CourtMississippi Supreme Court

Mark Williamson, Starkville, Clive A. Stafford Smith, New Orleans, LA, Attorneys for Appellant.

Office of the Attorney General by Leslie S. Lee, Attorneys for Appellee.

EN BANC.

SULLIVAN, Presiding Justice, for the Court:

¶ 1. On January 18, 1993, Martin Luther King, Jr. Day, at approximately 8:30 p.m., some children noticed the bodies of Emmoline Jimmerson and Alberta Jordan lying on the floor in their apartment at Brooksville Gardens in Starkville, Mississippi. Ms. Jimmerson, who was sixty years old, was the daughter of Ms.

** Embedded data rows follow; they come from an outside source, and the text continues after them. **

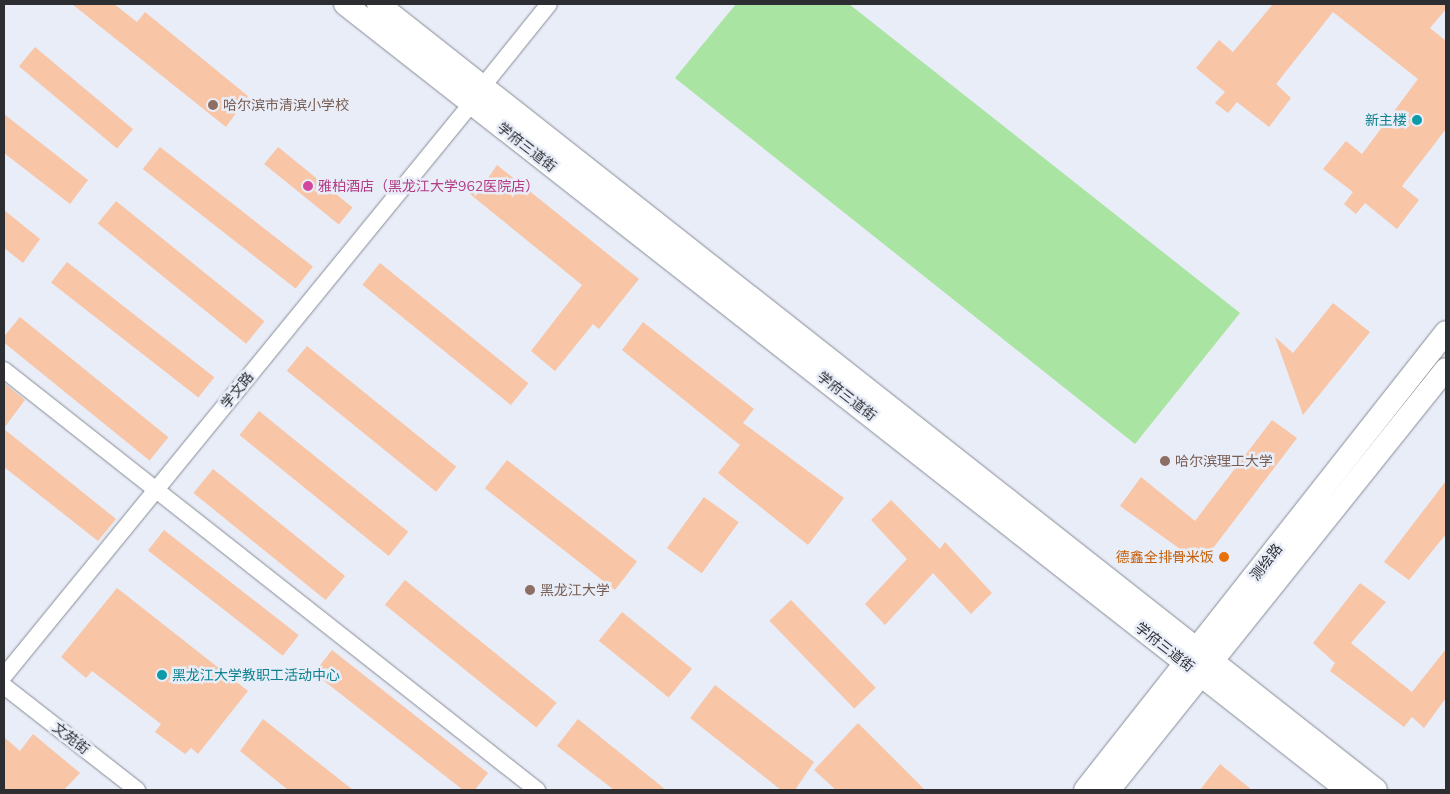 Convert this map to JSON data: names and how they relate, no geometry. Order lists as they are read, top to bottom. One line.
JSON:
{"streets":{"main road":["学府三道街","测绘路"],"street":["学文路","文苑街"]},"crossings":[["学府三道街","学文路"],["学府三道街","测绘路"]],"places":["哈尔滨市清滨小学校","新主楼","雅柏酒店（黑龙江大学962医院店）","哈尔滨理工大学","德鑫全排骨米饭","黑龙江大学","黑龙江大学教职工活动中心"]} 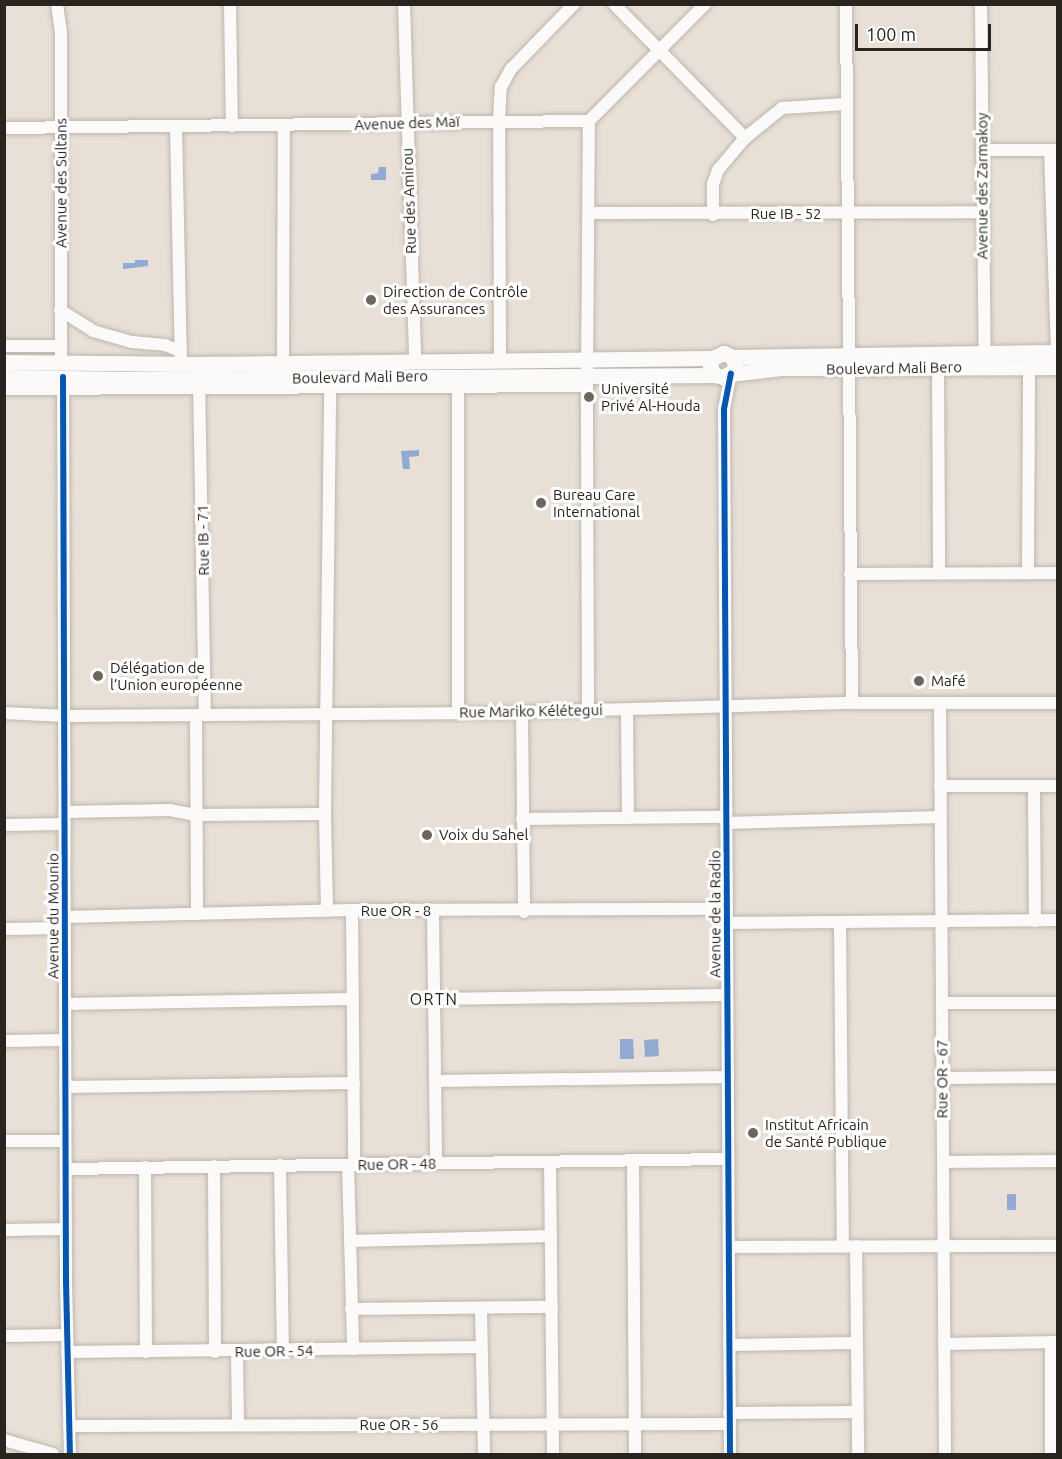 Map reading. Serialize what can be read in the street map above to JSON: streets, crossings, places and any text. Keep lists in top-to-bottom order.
{
  "streets": {
    "main road": ["Boulevard Mali Bero"],
    "street": [
      "Avenue des Maï",
      "Avenue des Sultans",
      "Avenue des Zarmakoy",
      "Rue des Amirou",
      "Rue IB - 52",
      "Rue IB - 71",
      "Rue Mariko Kélétegui",
      "Rue OR - 8",
      "Avenue de la Radio",
      "Avenue du Mounio",
      "Rue OR - 67",
      "Rue OR - 48",
      "Rue OR - 54",
      "Rue OR - 56"
    ]
  },
  "crossings": [
    ["Avenue des Maï", "Avenue des Sultans"],
    ["Avenue des Maï", "Rue des Amirou"],
    ["Avenue des Sultans", "Boulevard Mali Bero"],
    ["Avenue des Sultans", "Avenue du Mounio"],
    ["Avenue des Zarmakoy", "Rue IB - 52"],
    ["Avenue des Zarmakoy", "Boulevard Mali Bero"],
    ["Rue des Amirou", "Boulevard Mali Bero"],
    ["Boulevard Mali Bero", "Rue IB - 71"],
    ["Boulevard Mali Bero", "Avenue de la Radio"],
    ["Boulevard Mali Bero", "Avenue du Mounio"],
    ["Rue IB - 71", "Rue Mariko Kélétegui"],
    ["Rue IB - 71", "Rue OR - 8"],
    ["Rue Mariko Kélétegui", "Avenue de la Radio"],
    ["Rue Mariko Kélétegui", "Avenue du Mounio"],
    ["Rue Mariko Kélétegui", "Rue OR - 67"],
    ["Rue OR - 8", "Avenue de la Radio"],
    ["Rue OR - 8", "Avenue du Mounio"],
    ["Avenue de la Radio", "Rue OR - 48"],
    ["Avenue de la Radio", "Rue OR - 56"],
    ["Avenue du Mounio", "Rue OR - 48"],
    ["Avenue du Mounio", "Rue OR - 54"],
    ["Avenue du Mounio", "Rue OR - 56"]
  ],
  "districts": ["ORTN"],
  "places": [
    "Direction de Contrôle des Assurances",
    "Université Privé Al-Houda",
    "Bureau Care International",
    "Délégation de l’Union européenne",
    "Mafé",
    "Voix du Sahel",
    "Institut Africain de Santé Publique"
  ],
  "scale_bar": "100 m"
} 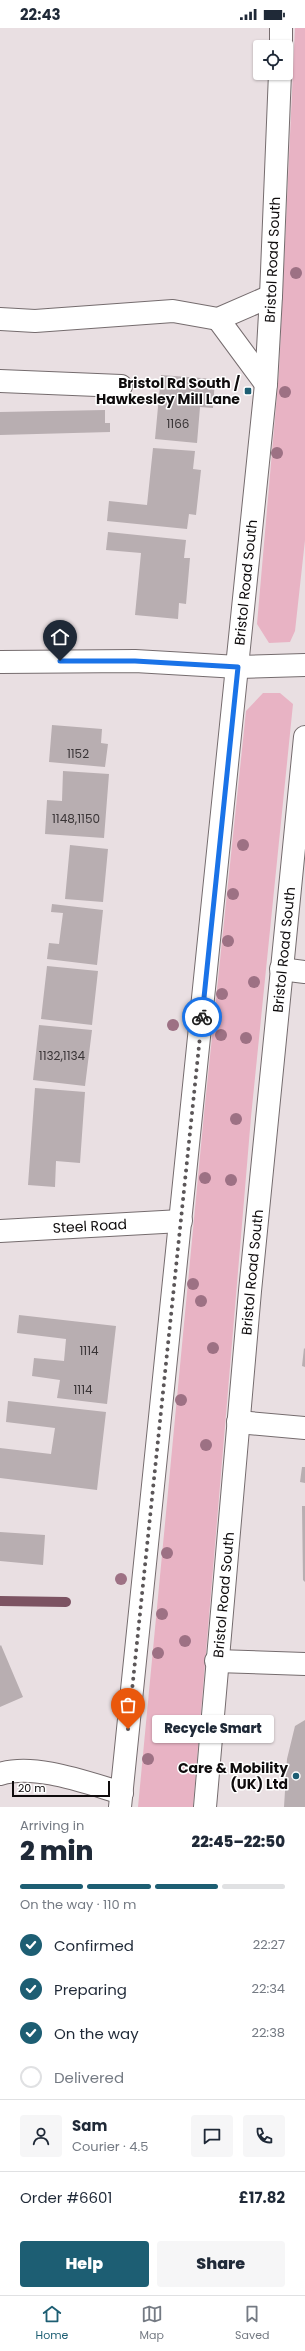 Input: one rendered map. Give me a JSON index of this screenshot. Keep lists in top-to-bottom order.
{
  "streets": {
    "main road": ["Bristol Road South", "Steel Road"]
  },
  "crossings": [
    ["Bristol Road South", "Steel Road"]
  ],
  "places": {
    "transit": ["Bristol Rd South / Hawkesley Mill Lane"],
    "other": ["Recycle Smart", "Care & Mobility (UK) Ltd"]
  },
  "house_numbers": [
    "1166",
    "1152",
    "1148,1150",
    "1132,1134",
    "1114",
    "1114"
  ],
  "scale_bar": "20 m",
  "page": {
    "status": "22:43",
    "bubble": "Recycle Smart",
    "scale": "20 m",
    "heading": ["2 min", "Arriving in", "22:45–22:50"],
    "panel": [
      "Sam",
      "Courier · 4.5",
      "Order #6601",
      "£17.82"
    ],
    "bar": "On the way · 110 m",
    "list": [
      ["Confirmed", "22:27"],
      ["Preparing", "22:34"],
      ["On the way", "22:38"],
      "Delivered"
    ],
    "buttons": ["Help", "Share"],
    "tabs": ["Home", "Map", "Saved"]
  }
} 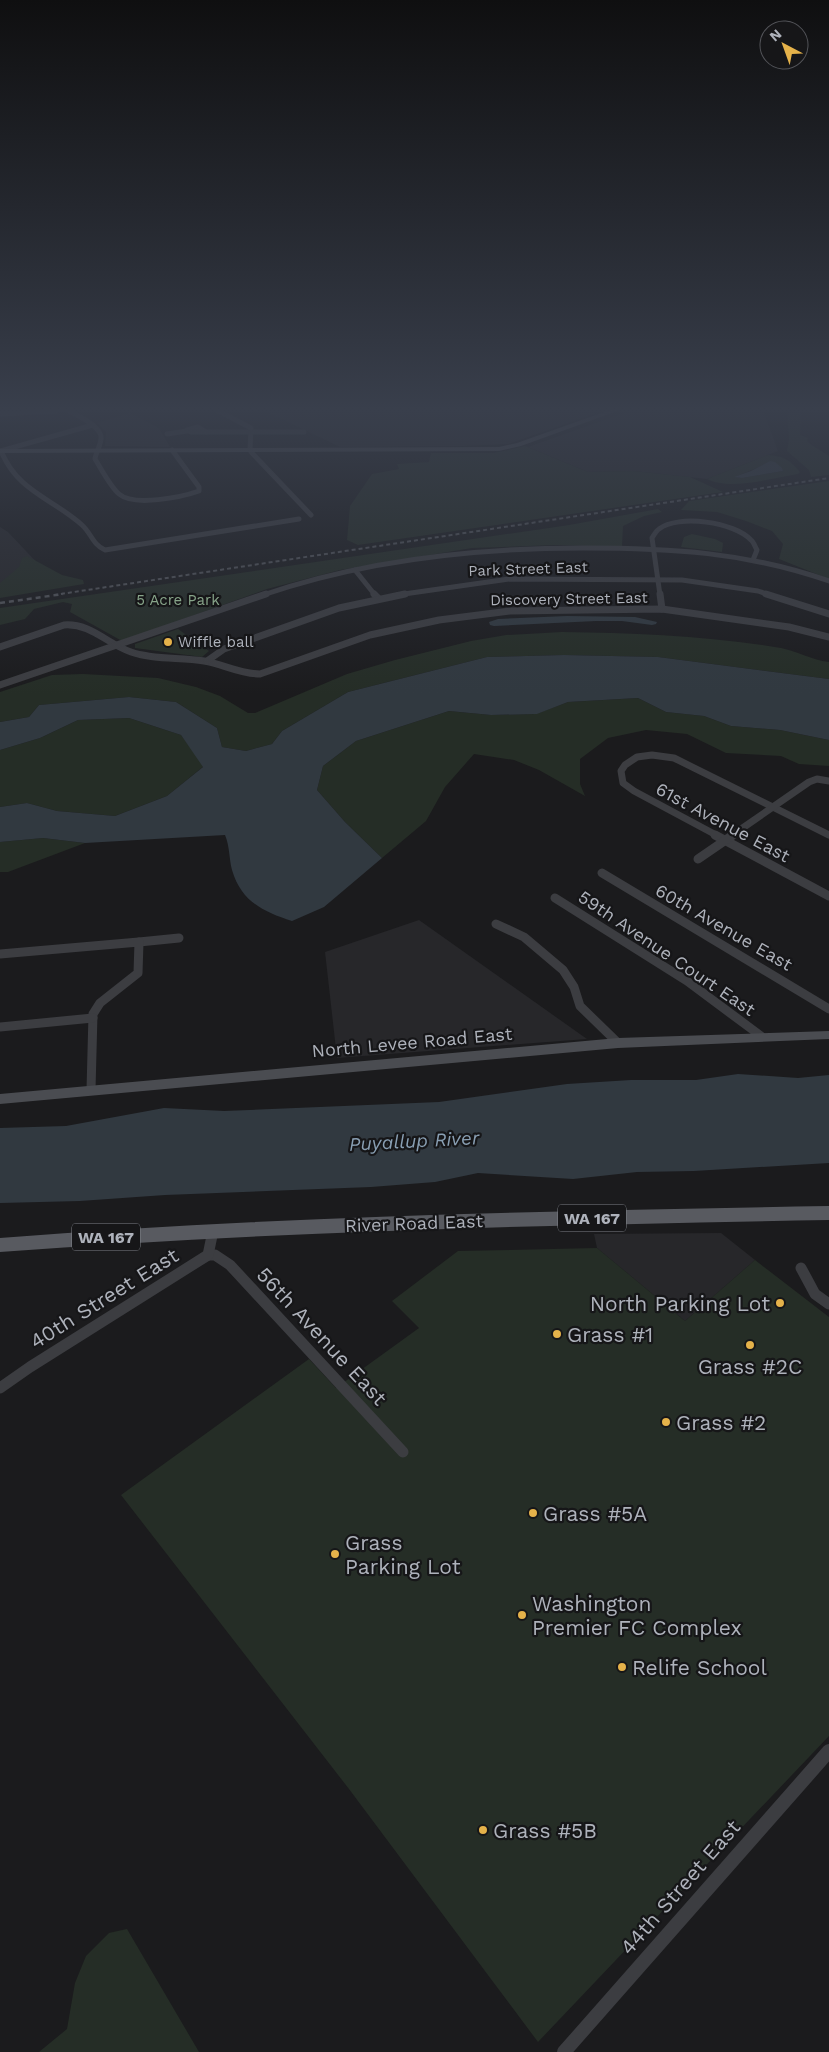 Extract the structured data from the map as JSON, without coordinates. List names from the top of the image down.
{
  "streets": {
    "main road": ["North Levee Road East", "WA 167", "River Road East"],
    "street": [
      "Park Street East",
      "Discovery Street East",
      "61st Avenue East",
      "60th Avenue East",
      "59th Avenue Court East",
      "40th Street East",
      "56th Avenue East",
      "44th Street East"
    ]
  },
  "crossings": [
    ["Park Street East", "Discovery Street East"],
    ["59th Avenue Court East", "North Levee Road East"],
    ["40th Street East", "56th Avenue East"]
  ],
  "water": ["Puyallup River"],
  "parks": ["5 Acre Park"],
  "places": [
    "Wiffle ball",
    "North Parking Lot",
    "Grass #1",
    "Grass #2C",
    "Grass #2",
    "Grass #5A",
    "Grass Parking Lot",
    "Washington Premier FC Complex",
    "Relife School",
    "Grass #5B"
  ],
  "north": "top left"
} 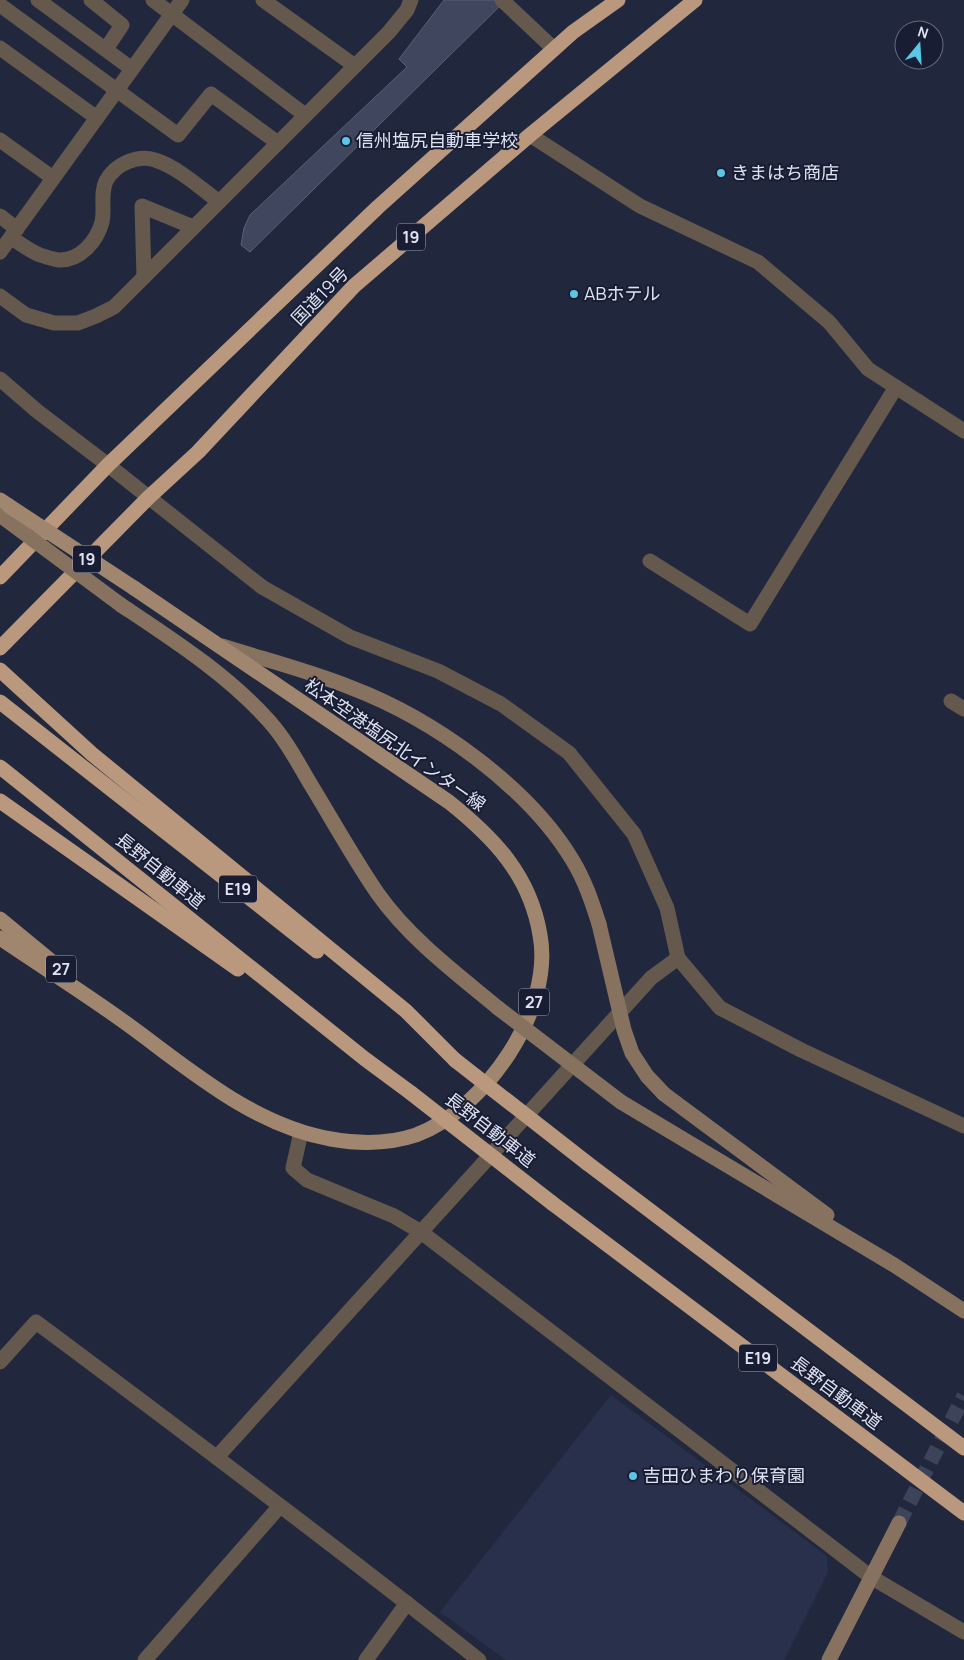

Jordan, who was ninety years old. One of the boys kicked the door open, and Nancy Elliott, Ms. Jimmerson's niece, entered the apartment to find the bodies of Ms. Jimmerson and Ms. Jordan lying in pools of blood.

¶ 2. The last time that witnesses were able to verify that the women were alive was around 5:30 to 5:45 p.m., when Ms. Jimmerson left Vanessa Williams's apartment, went downstairs, and spoke to Ms. Elliott on the telephone. County Medical Examiner Orville Musgrove estimated the time of death to be approximately 8:00 p.m., a conclusion disputed by Officer Stanley Sisk with the Mississippi Highway Patrol and Officer Jeff Curtis with the Starkville Police Department.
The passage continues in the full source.